_Task instructions_
Please reproduce all of the data exactly as it appears, but skip the pictures.

_Records shown_

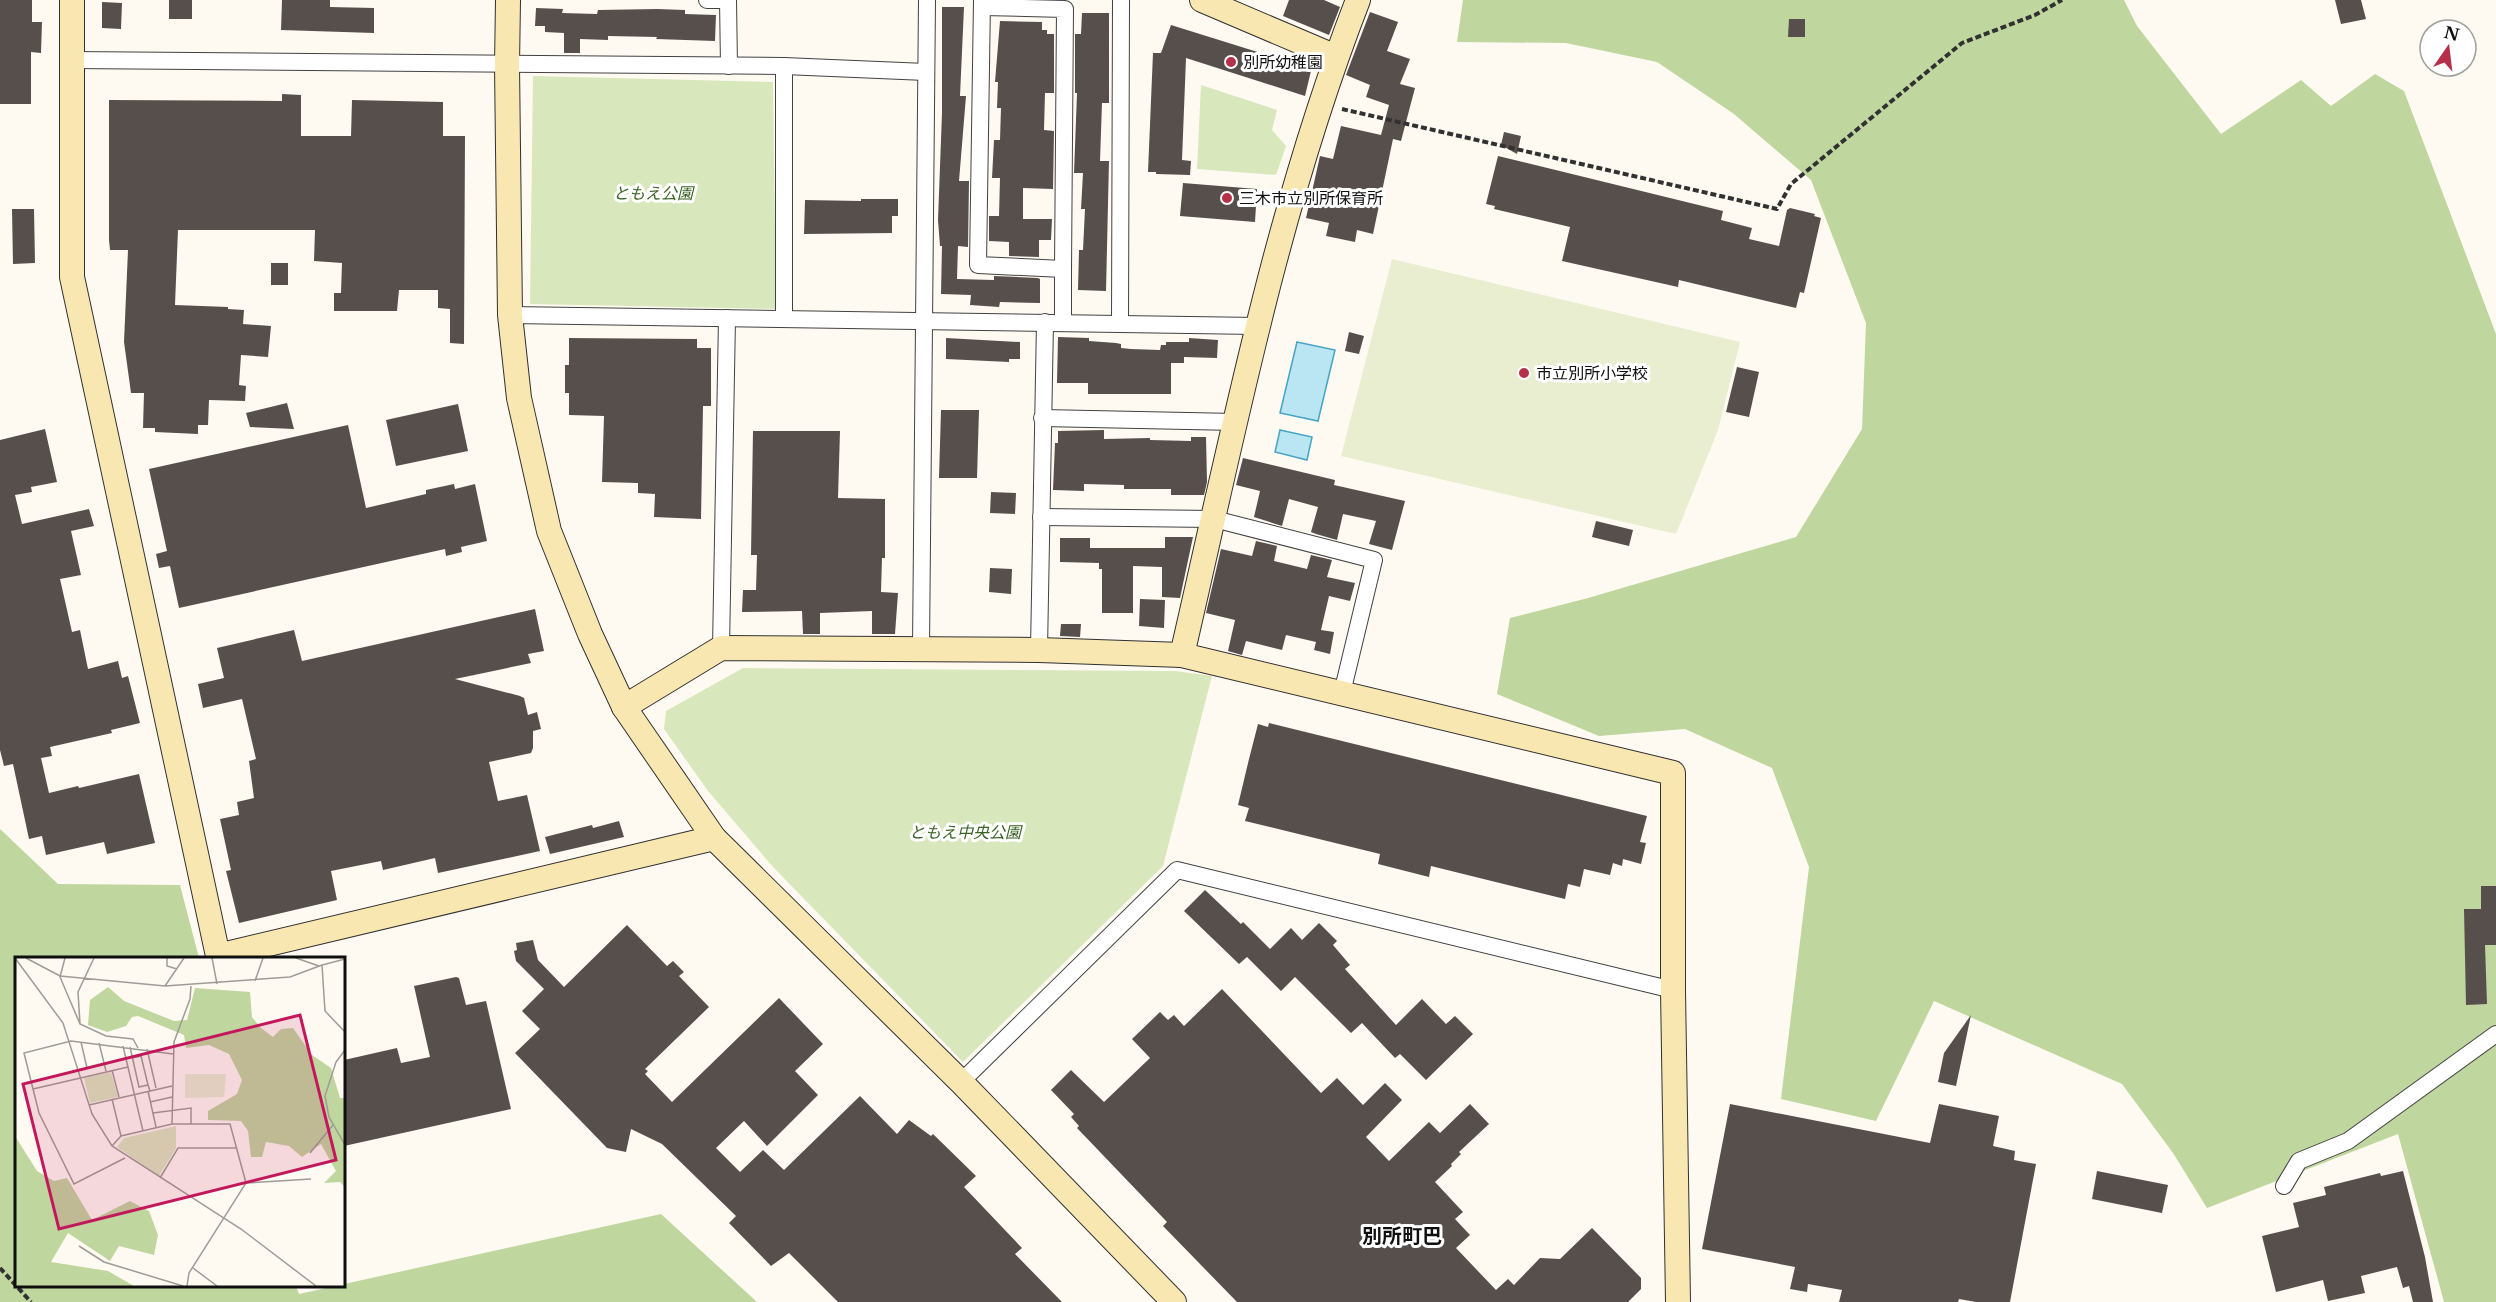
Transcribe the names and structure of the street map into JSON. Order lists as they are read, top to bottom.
{
  "districts": ["別所町巴"],
  "parks": ["ともえ公園", "ともえ中央公園"],
  "places": ["別所幼稚園", "三木市立別所保育所", "市立別所小学校"],
  "north": "top"
}
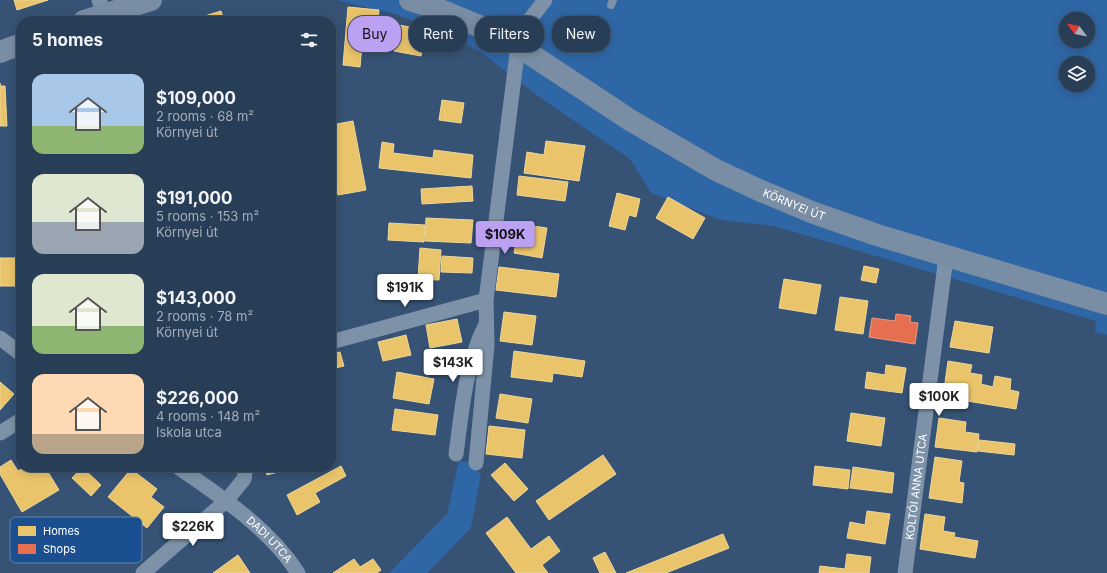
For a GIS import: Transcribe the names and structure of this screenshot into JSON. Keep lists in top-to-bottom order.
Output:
{
  "streets": {
    "main road": ["KÖRNYEI ÚT"],
    "street": ["KOLTÓI ANNA UTCA", "DADI UTCA"]
  },
  "crossings": [
    ["KÖRNYEI ÚT", "KOLTÓI ANNA UTCA"]
  ],
  "legend": ["Homes", "Shops"],
  "north": "top left",
  "page": {
    "chip": [
      "Buy",
      "Rent",
      "Filters",
      "New"
    ],
    "heading": "5 homes",
    "list": [
      {
        "name": "$109,000",
        "note": "2 rooms · 68 m² · Környei út"
      },
      {
        "name": "$191,000",
        "note": "5 rooms · 153 m² · Környei út"
      },
      {
        "name": "$143,000",
        "note": "2 rooms · 78 m² · Környei út"
      },
      {
        "name": "$226,000",
        "note": "4 rooms · 148 m² · Iskola utca"
      }
    ],
    "price": [
      "$109K",
      "$191K",
      "$143K",
      "$100K",
      "$226K"
    ]
  }
}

_Output_
Transcribe the names and structure of the street map into JSON. Order lists as they are read, top to bottom.
{
  "districts": ["別所町巴"],
  "parks": ["ともえ公園", "ともえ中央公園"],
  "places": ["別所幼稚園", "三木市立別所保育所", "市立別所小学校"],
  "north": "top"
}
For a GIS import: Transcribe the names and structure of this screenshot into JSON. Keep lists in top-to-bottom order.
Output:
{
  "streets": {
    "main road": ["KÖRNYEI ÚT"],
    "street": ["KOLTÓI ANNA UTCA", "DADI UTCA"]
  },
  "crossings": [
    ["KÖRNYEI ÚT", "KOLTÓI ANNA UTCA"]
  ],
  "legend": ["Homes", "Shops"],
  "north": "top left",
  "page": {
    "chip": [
      "Buy",
      "Rent",
      "Filters",
      "New"
    ],
    "heading": "5 homes",
    "list": [
      {
        "name": "$109,000",
        "note": "2 rooms · 68 m² · Környei út"
      },
      {
        "name": "$191,000",
        "note": "5 rooms · 153 m² · Környei út"
      },
      {
        "name": "$143,000",
        "note": "2 rooms · 78 m² · Környei út"
      },
      {
        "name": "$226,000",
        "note": "4 rooms · 148 m² · Iskola utca"
      }
    ],
    "price": [
      "$109K",
      "$191K",
      "$143K",
      "$100K",
      "$226K"
    ]
  }
}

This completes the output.